U.S. political and military leaders have generally been steadfast in their support of USFK.
However, Trump has taken a skeptical view of U.S. military presence in the Asia-Pacific. The U.S. leader has repeatedly suggested wealthy host countries all around the world should do more to support the troops stationed there. Before he was elected, Trump told reporters he would be willing to withdraw troops from South Korea and Japan if they did not increase their contributions.
“I would not do so happily, but I would be willing to do it,” Trump told the New York Times in March 2016. “We cannot afford to be losing vast amounts of billions of dollars on all of this. We just can’t do it anymore.”
Trump’s comments later received favorable commentary in North Korean state media. However, he appeared to disregard the considerable costs borne by South Korean taxpayers for U.S. bases.

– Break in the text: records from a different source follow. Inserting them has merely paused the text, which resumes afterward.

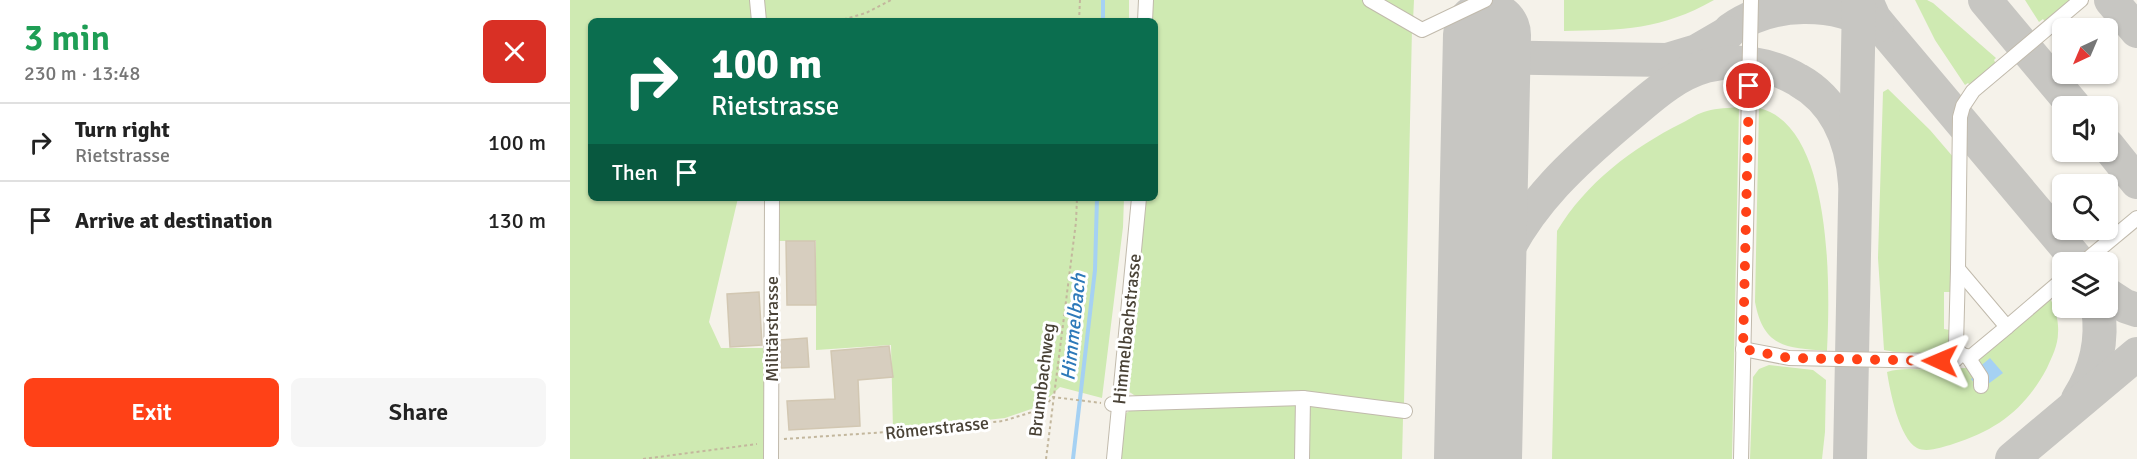 <!DOCTYPE html>
<html lang="en">
<head>
<meta charset="utf-8">
<style>
  :root { --surface:#fff; --page:#f6f6f6; --text:#222; --muted:#767676; --line:#e0e0e0; --accent:#ff4117 }
  body { margin:0; font-family:Signika,sans-serif; background:var(--page); color:var(--text); height:100vh; display:flex; flex-direction:column; font-size:22px; white-space:nowrap }
  * { box-sizing:border-box; margin:0 }
  p { font-size:20px; color:var(--muted) }
  .icon { flex:none; width:33px; height:33px; fill:none; stroke:currentColor; stroke-width:2; stroke-linecap:round; stroke-linejoin:round }
  .map { position:relative; flex:1; overflow:hidden }
  .sheet { display:flex; flex-direction:column; background:var(--surface); width:570px }
  .sheet>* { flex:none }
  .guide { position:absolute; left:18px; top:18px; width:570px; height:183px; border-radius:9px; box-shadow:0 2px 4px #0004; background:#0b6e4f; color:#fff; overflow:hidden }
  .needle { width:39px; rotate:224deg }
  .tools { position:absolute; left:1482px; top:18px; display:grid; gap:12px }
  .tools a { display:grid; place-items:center; width:66px; height:66px; border-radius:9px; background:var(--surface); box-shadow:0 2px 4px #0004; font-size:30px }
  .pin { position:absolute; display:grid; place-items:center; width:51px; height:51px; color:#fff; margin:-26px; border:3px solid #fff; border-radius:50%; box-shadow:0 2px 6px #0007 }
  .me { position:absolute; width:66px; margin:-33px; rotate:271deg; stroke-linejoin:round; filter:drop-shadow(0 0 4px #0008) }
  .turn { display:flex; align-items:center; gap:21px; height:126px; padding:0 24px; font-size:27px }
  .turn .icon { width:78px; height:78px; stroke-width:2.5 }
  .turn b { display:block; font-size:42px; line-height:51px }
  .then { display:flex; align-items:center; height:57px; padding:0 24px; background:#0003; gap:12px; font-size:22px }
  .round { display:grid; place-items:center; flex:none; width:63px; height:63px; border-radius:9px; background:var(--page) }
  .head { display:flex; align-items:center; justify-content:space-between; height:102px; padding:0 24px }
  h1 { font-size:36px; font-weight:600; line-height:45px; color:#1e9e55 }
  .cta { display:flex; gap:12px; margin-top:auto; padding:12px 24px }
  .cta a { flex:1; height:69px; border-radius:9px; background:var(--accent); color:#fff; font-size:24px; font-weight:600; line-height:69px; text-align:center }
  .cta a+a { background:var(--page); color:var(--text) }
  ul { padding:0; list-style:none }
  li { display:flex; align-items:center; gap:18px; height:78px; padding:0 24px; border-top:2px solid var(--line) }
  li div { flex:1 }
  li b { display:block; font-size:22px }
  li em { font-style:normal }
  main { display:flex; flex:1; min-height:0 }
  .map>svg:first-child { display:block }
  .green { fill:#cfeab2 }
  .water { fill:#a5d1f3 }
  .lines { fill:none; stroke-linecap:round; stroke-linejoin:round }
  .stream { stroke:#a5d1f3; stroke-width:4 }
  .taxiway { stroke:#c7c6c2; stroke-width:34 }
  .runway { stroke:#c7c6c2; stroke-width:88 }
  .building { fill:#d7cebf; stroke:#d2c7b2; stroke-width:1.5 }
  .minor-casing { stroke:#c1baac; stroke-width:16 }
  .path { stroke:#c3b79d; stroke-width:2; stroke-dasharray:3 3; stroke-linecap:butt }
  .minor { stroke:#fff; stroke-width:14 }
  .route { stroke:#ff4117; stroke-width:10; stroke-dasharray:0 18 }
  .labels { text-anchor:middle; stroke-width:6; stroke-linejoin:round; paint-order:stroke }
  .street-label { font-size:18px; fill:#4a4337; stroke:#fff }
  .water-label { font-size:20px; font-style:italic; fill:#2d79b9; stroke:#fff }
</style>
</head>
<body>
<main>
<section class="sheet">
<div class="head"><div><h1>3 min</h1><p>230 m · 13:48</p></div><a class="round" style="background:#d93025;color:#fff"><svg class="icon" aria-label="close" viewBox="0 0 24 24"><path d="M6 6l12 12M18 6L6 18"/></svg></a></div>
<ul>
<li><svg class="icon" aria-label="right" viewBox="0 0 24 24"><path d="M7 20v-9h11M14 6l5 5-5 5"/></svg><div><b>Turn right</b><p>Rietstrasse</p></div><em>100 m</em></li>
<li><svg class="icon" aria-label="arrive" viewBox="0 0 24 24"><path d="M6 21V4h12l-3 4 3 4H6"/></svg><div><b>Arrive at destination</b></div><em>130 m</em></li>
</ul>
<div class="cta"><a>Exit</a><a>Share</a></div>
</section>
<div class="map">
<svg width="1567" height="459" viewBox="0 0 1567 459">
  <rect width="100%" height="100%" fill="#f5f2ea"/>
  <!-- green -->
  <g class="green">
    <path d="M0,0H559V21H21V198H168L139,322L151,348H194V459H0Z"/>
    <path d="M580,0H793L842,28L834,404L721,391L567,397L558,391L576,198H585V21H580Z"/>
    <path d="M808,0H844L843,21Z"/>
    <path d="M994,0H1144C1091,30 1053,30 994,31Z"/>
    <path d="M1345,0H1357L1363,3L1426,58L1424,60L1426,64L1401,86L1398,83L1395,85L1365,40Z"/>
    <path d="M1455,0H1499L1501,2L1476,23L1473,19L1469,22Z"/>
    <path d="M1318,89L1360,130L1384,158L1382,292H1374V329L1380,330C1380,335 1380,341 1377,345C1369,357 1326,353 1314,350L1308,258L1313,92Z"/>
    <path d="M1169,107L1162,459H982L987,231C1016,183 1062,148 1112,123C1120,119 1128,113 1137,111C1147,108 1159,108 1169,107Z"/>
    <path d="M1189,108C1264,126 1260,291 1257,351C1217,347 1194,349 1185,302Z"/>
    <path d="M207,198H554L553,227L532,398L490,387L470,406L435,418L323,430L321,345L246,350V241H208Z"/>
    <path d="M1480,298C1485,309 1489,320 1488,333C1488,345 1482,357 1477,368C1455,409 1427,430 1383,444C1373,447 1357,453 1347,448C1329,438 1320,391 1317,372C1335,366 1357,371 1377,370C1385,370 1392,366 1401,369L1411,391L1419,385L1407,359Z"/>
    <path d="M1199,365L1243,370L1256,380L1255,432L1252,459H1180L1183,377L1189,369Z"/>
    <path d="M748,404L833,418L832,459H736L737,405Z"/>
    <path d="M728,405L729,459H550L555,414L562,409Z"/>
  </g>
  <!-- water -->
  <path class="water" d="M1420,358L1433,373L1410,390L1401,379L1403,377L1401,374Z"/>
  <g class="lines">
    <!-- stream -->
    <g class="stream">
      <path d="M533,21V0"/>
      <path d="M503,459L525,270L527,198"/>
    </g>
    <!-- taxiway -->
    <g class="taxiway">
      <path d="M1296,0L1304,18L1313,29L1509,262"/>
      <path d="M1415,0L1504,106"/>
      <path d="M1541,0L1567,31"/>
      <path d="M1160,30C1202,0 1264,0 1307,26"/>
      <path d="M916,57L1097,60L1127,51L1158,33"/>
      <path d="M1538,146L1567,182"/>
      <path d="M1538,295L1555,306L1567,310"/>
      <path d="M910,367C911,331 916,299 930,265C958,203 1005,161 1056,118C1081,97 1104,75 1136,66C1166,58 1201,64 1228,80C1266,101 1282,141 1285,183"/>
      <path d="M1508,399C1526,371 1533,340 1528,308"/>
      <path d="M1280,459L1289,0"/>
      <path d="M1442,459L1567,354"/>
    </g>
    <!-- runway -->
    <path class="runway" d="M908,459L917,35"/>
  </g>
  <!-- building -->
  <g class="building">
    <path d="M216,241H245L246,305H217Z"/>
    <path d="M189,292L192,345L160,347L157,294Z"/>
    <path d="M237,338L239,367L211,368L210,340Z"/>
    <path d="M319,346L323,377L288,380L290,426L219,430L217,401L265,399L261,351Z"/>
  </g>
  <g class="lines">
    <defs>
      <g id="minor">
        <path d="M187,0L189,21"/>
        <path d="M800,0L852,30L915,0"/>
        <path d="M575,21L576,0"/>
        <path d="M1514,262L1567,218"/>
        <path d="M1388,269L1386,345C1388,354 1393,357 1402,356L1437,327"/>
        <path d="M1492,280L1437,327L1388,269L1390,117L1393,106L1403,91L1511,0"/>
        <path d="M1173,349L1219,358L1370,361L1385,360L1391,354"/>
        <path d="M1398,357L1411,377V386"/>
        <path d="M542,404L733,398L835,411"/>
        <path d="M201,459L202,198"/>
        <path d="M544,459L569,198"/>
        <path d="M732,459L733,398"/>
        <path d="M1171,459L1181,0"/>
      </g>
    </defs>
    <!-- minor casing -->
    <use href="#minor" class="minor-casing"/>
    <!-- path -->
    <g class="path">
      <path d="M268,21L296,13L321,0"/>
      <path d="M509,21L510,0"/>
      <path d="M214,439L347,430L433,421L472,409L483,397L531,403"/>
      <path d="M73,459L187,444"/>
      <path d="M476,459L506,222L507,198"/>
    </g>
    <!-- minor -->
    <use href="#minor" class="minor"/>
  </g>
  <g class="lines">
    <!-- route -->
    <path class="route" d="M1179,86L1173,349L1219,358L1370,361"/>
  </g>
  <g class="labels">
    <!-- street labels -->
    <g class="street-label">
      <text transform="translate(202 329) rotate(-90)" y="6">Militärstrasse</text>
      <text transform="translate(557 329) rotate(-84)" y="6">Himmelbachstrasse</text>
      <text transform="translate(472 380) rotate(-83)" y="6">Brunnbachweg</text>
      <text transform="translate(367 428) rotate(-6)" y="6">Römerstrasse</text>
    </g>
    <!-- water labels -->
    <g class="water-label">
      <text transform="translate(503 327) rotate(-84)" y="7">Himmelbach</text>
    </g>
  </g>
</svg>
<div class="tools">
<a><svg class="needle" viewBox="-14 -14 28 28"><path d="M0-13l5 13h-10z" fill="#e53935"/><path d="M0 13l5-13h-10z" fill="#767676"/></svg></a>
<a><svg class="icon" aria-label="sound" viewBox="0 0 24 24"><path d="M4 9h4l5-4v14l-5-4H4zM17 9q2 3 0 6"/></svg></a>
<a><svg class="icon" aria-label="search" viewBox="0 0 24 24"><circle cx="10" cy="10" r="6"/><path d="M15 15l6 6"/></svg></a>
<a><svg class="icon" aria-label="layers" viewBox="0 0 24 24"><path d="M12 4l9 5-9 5-9-5zM3 14l9 5 9-5"/></svg></a>
</div>
<div class="pin" style="left:1179px;top:86px;background:#d93025"><svg class="icon" aria-label="arrive" viewBox="0 0 24 24"><path d="M6 21V4h12l-3 4 3 4H6"/></svg></div>
<svg class="me" style="left:1370px;top:361px" viewBox="-20 -20 40 40"><path d="M0-17L14 15 0 8-14 15z" fill="#ff4117" stroke="#fff" stroke-width="4"/></svg>
<div class="guide">
<div class="turn"><svg class="icon" aria-label="right" viewBox="0 0 24 24"><path d="M7 20v-9h11M14 6l5 5-5 5"/></svg><div><b>100 m</b>Rietstrasse</div></div>
<div class="then">Then<svg class="icon" aria-label="arrive" viewBox="0 0 24 24"><path d="M6 21V4h12l-3 4 3 4H6"/></svg></div>
</div>
</div>
</main>
</body>
</html>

Since entering office, the U.S. president has largely avoided talk of withdrawing troops. However, NBC News reported this week Trump had to be dissuaded from withdrawing all U.S. troops in South Korea in February. On Thursday, the New York Times reported Trump had ordered the Pentagon to look at options for reducing the number of U.S. troops in South Korea.
The White House pushed back strongly against this suggestion Friday, with national security adviser John Bolton calling it “utter nonsense” and stating Trump “has not asked the Pentagon to provide options for reducing American forces stationed in South Korea.”
Later in the day, Trump said he was not planning to put troop numbers “on the table” during talks with North Korea and added, “we haven’t been asked to.” However, he then added: “At some point into the future, I would like to save the money.”